╭─ The data
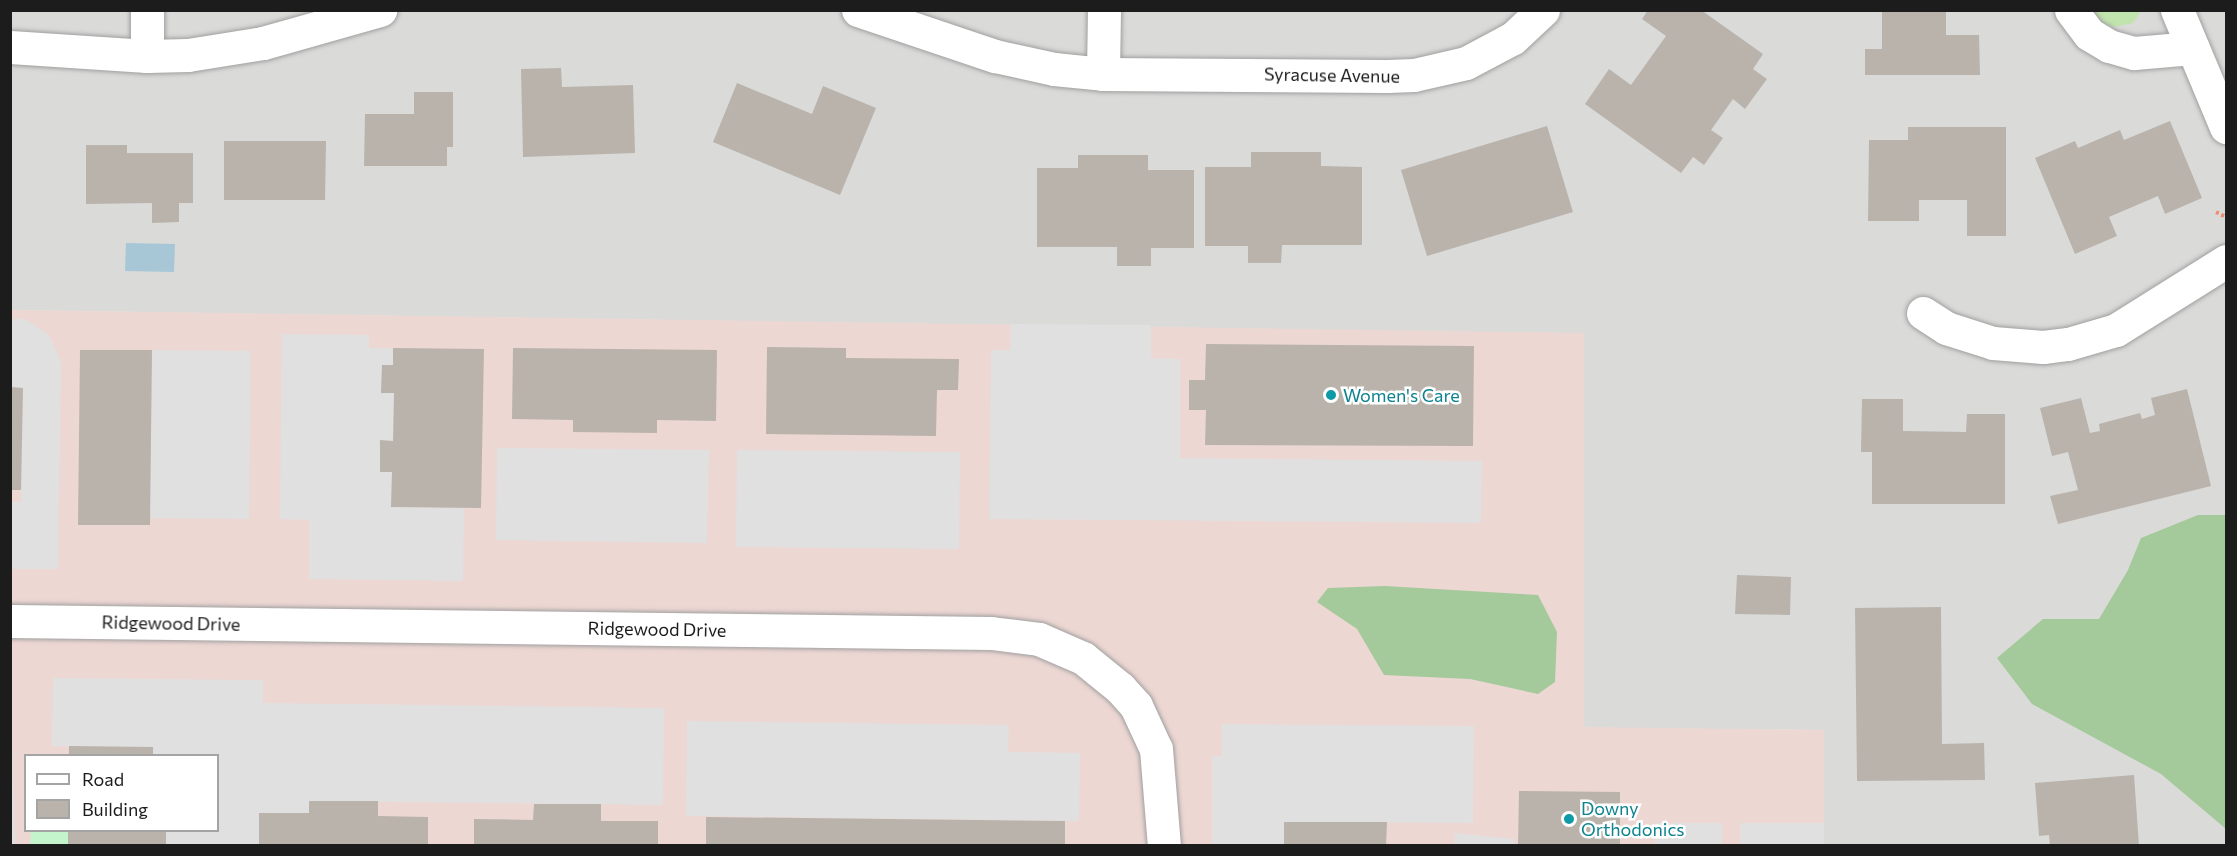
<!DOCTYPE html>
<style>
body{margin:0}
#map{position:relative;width:2237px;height:856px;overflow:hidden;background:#edebe3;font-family:Commissioner,sans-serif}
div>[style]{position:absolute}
.residential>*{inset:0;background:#dadad9}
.commercial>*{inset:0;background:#edd7d3}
.grass>*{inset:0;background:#c1e3ad}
.forest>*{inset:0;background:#a4c99b}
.park>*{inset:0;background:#c3f4cc}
.parking>*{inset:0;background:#e0e0e0}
.water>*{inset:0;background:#a7c7d7}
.building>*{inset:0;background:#b9b3ac}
.path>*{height:4px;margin-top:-2px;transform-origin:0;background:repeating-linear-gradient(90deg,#ed8e74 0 3px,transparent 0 6px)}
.roads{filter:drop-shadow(0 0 2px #a0a0a0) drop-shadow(0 0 2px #a0a0a0)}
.minor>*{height:33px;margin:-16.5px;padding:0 16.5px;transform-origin:16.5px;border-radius:16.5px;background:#fff}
.dots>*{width:16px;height:16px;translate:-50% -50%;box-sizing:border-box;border:3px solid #fff;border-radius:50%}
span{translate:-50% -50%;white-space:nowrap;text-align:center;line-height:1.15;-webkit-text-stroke:5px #fff;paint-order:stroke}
.street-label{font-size:18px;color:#1c1c1c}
.culture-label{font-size:18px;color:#0d838f}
.left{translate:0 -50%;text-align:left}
.frame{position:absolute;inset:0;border:12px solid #1c1c1c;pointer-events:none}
.legend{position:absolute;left:24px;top:754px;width:195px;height:78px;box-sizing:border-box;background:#fff;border:2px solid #a4a4a4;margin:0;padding:8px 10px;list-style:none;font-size:18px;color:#1c1c1c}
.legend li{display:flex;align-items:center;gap:12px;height:30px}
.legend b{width:30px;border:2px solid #a4a4a4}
</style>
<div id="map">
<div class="residential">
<i style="clip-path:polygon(11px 11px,2226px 11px,2226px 845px,1824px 845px,1824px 730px,1584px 728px,1584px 334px,11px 310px)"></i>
</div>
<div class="commercial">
<i style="clip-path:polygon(evenodd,11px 310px,1584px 333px,1584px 727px,1824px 730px,1824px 845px,11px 846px,11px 310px,26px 756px,218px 756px,218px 830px,26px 830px,26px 756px)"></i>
</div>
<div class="grass">
<i style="clip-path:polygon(2086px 11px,2141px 11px,2133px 23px,2114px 27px,2095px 21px)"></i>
</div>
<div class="forest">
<i style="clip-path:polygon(2198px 515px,2226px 515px,2226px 829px,2161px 774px,2032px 704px,1997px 658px,2043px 619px,2099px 619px,2128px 570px,2141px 538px)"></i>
<i style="clip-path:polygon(1385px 586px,1538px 595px,1557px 632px,1555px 682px,1538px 694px,1470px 679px,1384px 675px,1357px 629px,1317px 602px,1328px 588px)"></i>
</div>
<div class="park">
<i style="clip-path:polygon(31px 830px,68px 831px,68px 845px,30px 845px)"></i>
</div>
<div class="parking">
<i style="clip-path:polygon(11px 319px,25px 319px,49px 335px,61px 361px,58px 569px,11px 569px,11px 502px,21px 502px,23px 388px,11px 387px)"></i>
<i style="clip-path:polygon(1011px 324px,1151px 325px,1151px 358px,1180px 359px,1180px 458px,1482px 461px,1481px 523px,989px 519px,991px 350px,1010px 350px)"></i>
<i style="clip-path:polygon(282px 334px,369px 335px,369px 348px,393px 348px,393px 365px,382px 366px,381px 393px,394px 393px,393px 441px,380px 441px,380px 472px,392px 472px,391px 507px,464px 508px,463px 581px,309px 579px,309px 520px,280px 519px)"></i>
<i style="clip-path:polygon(152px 350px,251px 351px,249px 519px,150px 518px)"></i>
<i style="clip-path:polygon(497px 448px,709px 450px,707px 543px,496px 540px)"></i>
<i style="clip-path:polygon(737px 450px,960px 452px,959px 549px,736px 547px)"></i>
<i style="clip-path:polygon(53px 678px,263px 680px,263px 703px,664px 708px,663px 805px,310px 801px,309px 813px,260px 813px,259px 845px,166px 845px,166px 831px,218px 830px,218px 756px,153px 755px,153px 747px,52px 746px)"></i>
<i style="clip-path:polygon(10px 696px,11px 696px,15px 846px,10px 845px)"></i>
<i style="clip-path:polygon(687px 721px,1009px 725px,1008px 752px,1080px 753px,1079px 821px,686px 816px)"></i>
<i style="clip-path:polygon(1222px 724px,1474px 726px,1473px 823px,1285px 822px,1284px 845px,1212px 846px,1212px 756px,1222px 756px)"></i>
<i style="clip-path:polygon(1655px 823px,1722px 823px,1722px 845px,1655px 845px)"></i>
<i style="clip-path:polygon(1740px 823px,1824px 823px,1824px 845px,1740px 845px)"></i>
<i style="clip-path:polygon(1455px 833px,1514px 839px,1514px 845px,1454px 845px)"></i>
</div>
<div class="water">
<i style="clip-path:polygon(126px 243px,175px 244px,174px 272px,125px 271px)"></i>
</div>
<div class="building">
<i style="clip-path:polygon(1648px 10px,1701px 10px,1763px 54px,1753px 69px,1767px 79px,1745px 109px,1733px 99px,1711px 130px,1723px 138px,1704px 165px,1693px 157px,1681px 173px,1585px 104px,1609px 69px,1631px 85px,1666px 36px,1642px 19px)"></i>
<i style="clip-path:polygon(1882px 10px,1946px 10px,1946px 35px,1979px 35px,1980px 75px,1865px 75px,1865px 49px,1882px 49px)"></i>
<i style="clip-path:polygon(561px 68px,562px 87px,633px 85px,635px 153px,523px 157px,521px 69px)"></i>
<i style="clip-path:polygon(737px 83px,812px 114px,823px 86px,876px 108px,840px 195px,713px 142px)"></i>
<i style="clip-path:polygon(414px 92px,453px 92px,453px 147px,447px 147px,447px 166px,364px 166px,365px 114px,414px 114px)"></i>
<i style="clip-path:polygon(2170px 121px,2202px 198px,2165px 214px,2158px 196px,2109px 217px,2117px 236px,2075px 254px,2035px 158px,2075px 141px,2078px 148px,2120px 130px,2124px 140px)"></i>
<i style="clip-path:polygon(1547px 126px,1573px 212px,1427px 256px,1401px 170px)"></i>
<i style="clip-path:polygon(1908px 127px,2006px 127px,2006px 236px,1967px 236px,1967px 200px,1919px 200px,1919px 221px,1868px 221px,1869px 140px,1908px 140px)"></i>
<i style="clip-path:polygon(224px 141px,326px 141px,325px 200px,224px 200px)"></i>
<i style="clip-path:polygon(86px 145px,127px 145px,127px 153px,193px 153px,193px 203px,179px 203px,179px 222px,152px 223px,152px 203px,86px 204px)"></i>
<i style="clip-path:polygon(1251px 152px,1321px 152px,1321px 166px,1362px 167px,1362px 245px,1282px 245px,1281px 263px,1248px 263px,1248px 246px,1205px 246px,1205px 167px,1251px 167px)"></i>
<i style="clip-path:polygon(1078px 155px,1148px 155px,1148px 170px,1194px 170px,1194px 248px,1151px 248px,1151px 266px,1117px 266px,1117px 247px,1037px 247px,1037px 168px,1078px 168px)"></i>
<i style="clip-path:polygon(1206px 344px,1474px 346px,1473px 446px,1205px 445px,1206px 410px,1189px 410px,1189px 380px,1205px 380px)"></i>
<i style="clip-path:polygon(767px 347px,846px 348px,846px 358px,959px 359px,958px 390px,937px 390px,936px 436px,766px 434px)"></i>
<i style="clip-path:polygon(393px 348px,484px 349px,481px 508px,391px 507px,392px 472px,380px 472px,380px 440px,393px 441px,394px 393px,381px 393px,382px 365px,393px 365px)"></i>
<i style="clip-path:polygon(513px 348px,717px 350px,716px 421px,657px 420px,657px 433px,573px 432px,573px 420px,512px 419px)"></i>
<i style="clip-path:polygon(80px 350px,152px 350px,150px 525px,78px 525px)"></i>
<i style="clip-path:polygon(10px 387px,23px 388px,21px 490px,10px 490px)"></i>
<i style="clip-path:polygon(2187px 389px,2211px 486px,2058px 524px,2050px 496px,2078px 490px,2068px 452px,2052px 456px,2040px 408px,2081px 398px,2090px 433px,2100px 431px,2099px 424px,2140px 413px,2142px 419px,2155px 415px,2151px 398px)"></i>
<i style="clip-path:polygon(1862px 399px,1903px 399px,1903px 431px,1966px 432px,1967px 414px,2005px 414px,2005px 504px,1872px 504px,1872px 452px,1861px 452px)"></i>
<i style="clip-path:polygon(1737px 575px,1791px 577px,1790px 615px,1735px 614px)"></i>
<i style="clip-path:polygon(1941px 607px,1942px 744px,1984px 743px,1985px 780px,1857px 781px,1855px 608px)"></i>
<i style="clip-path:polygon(69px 746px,153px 747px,153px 756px,69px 756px)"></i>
<i style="clip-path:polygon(2134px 775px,2139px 846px,2050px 846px,2049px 835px,2039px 836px,2035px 783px)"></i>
<i style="clip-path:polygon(1519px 791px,1620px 792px,1620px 846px,1518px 846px)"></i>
<i style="clip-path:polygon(309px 801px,378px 801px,378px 816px,428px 817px,428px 846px,259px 846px,259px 813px,309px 813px)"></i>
<i style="clip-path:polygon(534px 804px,601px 804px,601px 821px,658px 821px,658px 846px,474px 846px,474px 819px,533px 820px)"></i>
<i style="clip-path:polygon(706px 817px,1065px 821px,1065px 846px,706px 846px)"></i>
<i style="clip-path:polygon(1284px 822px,1387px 822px,1386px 846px,1284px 846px)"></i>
<i style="clip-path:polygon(68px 830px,166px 830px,166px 846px,68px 846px)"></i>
</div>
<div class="path">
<i style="left:2216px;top:212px;width:11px;rotate:27deg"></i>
</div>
<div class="roads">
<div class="minor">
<i style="left:858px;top:10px;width:145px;rotate:18.6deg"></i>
<i style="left:995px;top:56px;width:60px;rotate:12.4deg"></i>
<i style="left:1054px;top:69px;width:49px;rotate:5.8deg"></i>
<i style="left:1103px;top:74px;width:284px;rotate:0.4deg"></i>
<i style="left:1387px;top:76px;width:27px;rotate:-2deg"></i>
<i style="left:1414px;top:75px;width:53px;rotate:-13deg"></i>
<i style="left:1466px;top:63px;width:53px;rotate:-28deg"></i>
<i style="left:1513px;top:38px;width:41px;rotate:-43deg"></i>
<i style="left:2071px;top:10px;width:30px;rotate:53deg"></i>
<i style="left:2089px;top:34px;width:23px;rotate:31deg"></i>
<i style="left:2109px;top:46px;width:26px;rotate:16deg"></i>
<i style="left:2134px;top:53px;width:59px;rotate:-4.8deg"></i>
<i style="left:2177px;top:10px;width:127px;rotate:67.3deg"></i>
<i style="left:10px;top:47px;width:137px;rotate:3.8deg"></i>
<i style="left:147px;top:56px;width:41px;rotate:-1.4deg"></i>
<i style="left:188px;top:55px;width:76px;rotate:-9.1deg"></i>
<i style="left:263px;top:43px;width:122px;rotate:-15.8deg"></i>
<i style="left:147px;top:56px;width:46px;rotate:-90deg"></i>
<i style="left:1103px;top:74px;width:64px;rotate:-89.1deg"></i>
<i style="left:1923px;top:313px;width:27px;rotate:33deg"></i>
<i style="left:1946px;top:328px;width:49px;rotate:17.7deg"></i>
<i style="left:1993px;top:343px;width:50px;rotate:4.6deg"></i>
<i style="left:2043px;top:347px;width:25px;rotate:-7deg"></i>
<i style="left:2068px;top:344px;width:50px;rotate:-16.3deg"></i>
<i style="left:2116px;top:330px;width:130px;rotate:-32.1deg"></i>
<i style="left:10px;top:621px;width:981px;rotate:0.7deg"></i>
<i style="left:991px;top:633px;width:48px;rotate:7.1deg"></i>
<i style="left:1039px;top:639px;width:48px;rotate:23.4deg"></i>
<i style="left:1083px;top:658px;width:48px;rotate:39deg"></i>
<i style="left:1120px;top:688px;width:24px;rotate:48deg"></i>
<i style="left:1136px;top:706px;width:47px;rotate:65.1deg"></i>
<i style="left:1156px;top:749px;width:97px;rotate:85.3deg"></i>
</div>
</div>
<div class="dots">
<i style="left:1331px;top:395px;background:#0f9aa8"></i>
<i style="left:1569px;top:819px;background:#0f9aa8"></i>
</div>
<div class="street-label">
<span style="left:1332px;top:75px;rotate:1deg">Syracuse Avenue</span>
<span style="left:171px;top:623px;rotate:1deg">Ridgewood Drive</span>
<span style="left:657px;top:629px;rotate:1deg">Ridgewood Drive</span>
</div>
<div class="culture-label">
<span class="left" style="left:1343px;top:395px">Women's Care</span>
<span class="left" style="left:1581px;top:819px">Downy<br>Orthodonics</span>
</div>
<div class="frame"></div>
<ul class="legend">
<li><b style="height:8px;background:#fff"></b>Road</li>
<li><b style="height:16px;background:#b9b3ac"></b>Building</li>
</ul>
</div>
╰─
What is required:
What is needed is the exact run of lines from the start of the data through the line with "2px #a0a0a0) drop-shadow(0", both ends included, minus the pictures.

Answer for this exercise:
<!DOCTYPE html>
<style>
body{margin:0}
#map{position:relative;width:2237px;height:856px;overflow:hidden;background:#edebe3;font-family:Commissioner,sans-serif}
div>[style]{position:absolute}
.residential>*{inset:0;background:#dadad9}
.commercial>*{inset:0;background:#edd7d3}
.grass>*{inset:0;background:#c1e3ad}
.forest>*{inset:0;background:#a4c99b}
.park>*{inset:0;background:#c3f4cc}
.parking>*{inset:0;background:#e0e0e0}
.water>*{inset:0;background:#a7c7d7}
.building>*{inset:0;background:#b9b3ac}
.path>*{height:4px;margin-top:-2px;transform-origin:0;background:repeating-linear-gradient(90deg,#ed8e74 0 3px,transparent 0 6px)}
.roads{filter:drop-shadow(0 0 2px #a0a0a0) drop-shadow(0 0 2px #a0a0a0)}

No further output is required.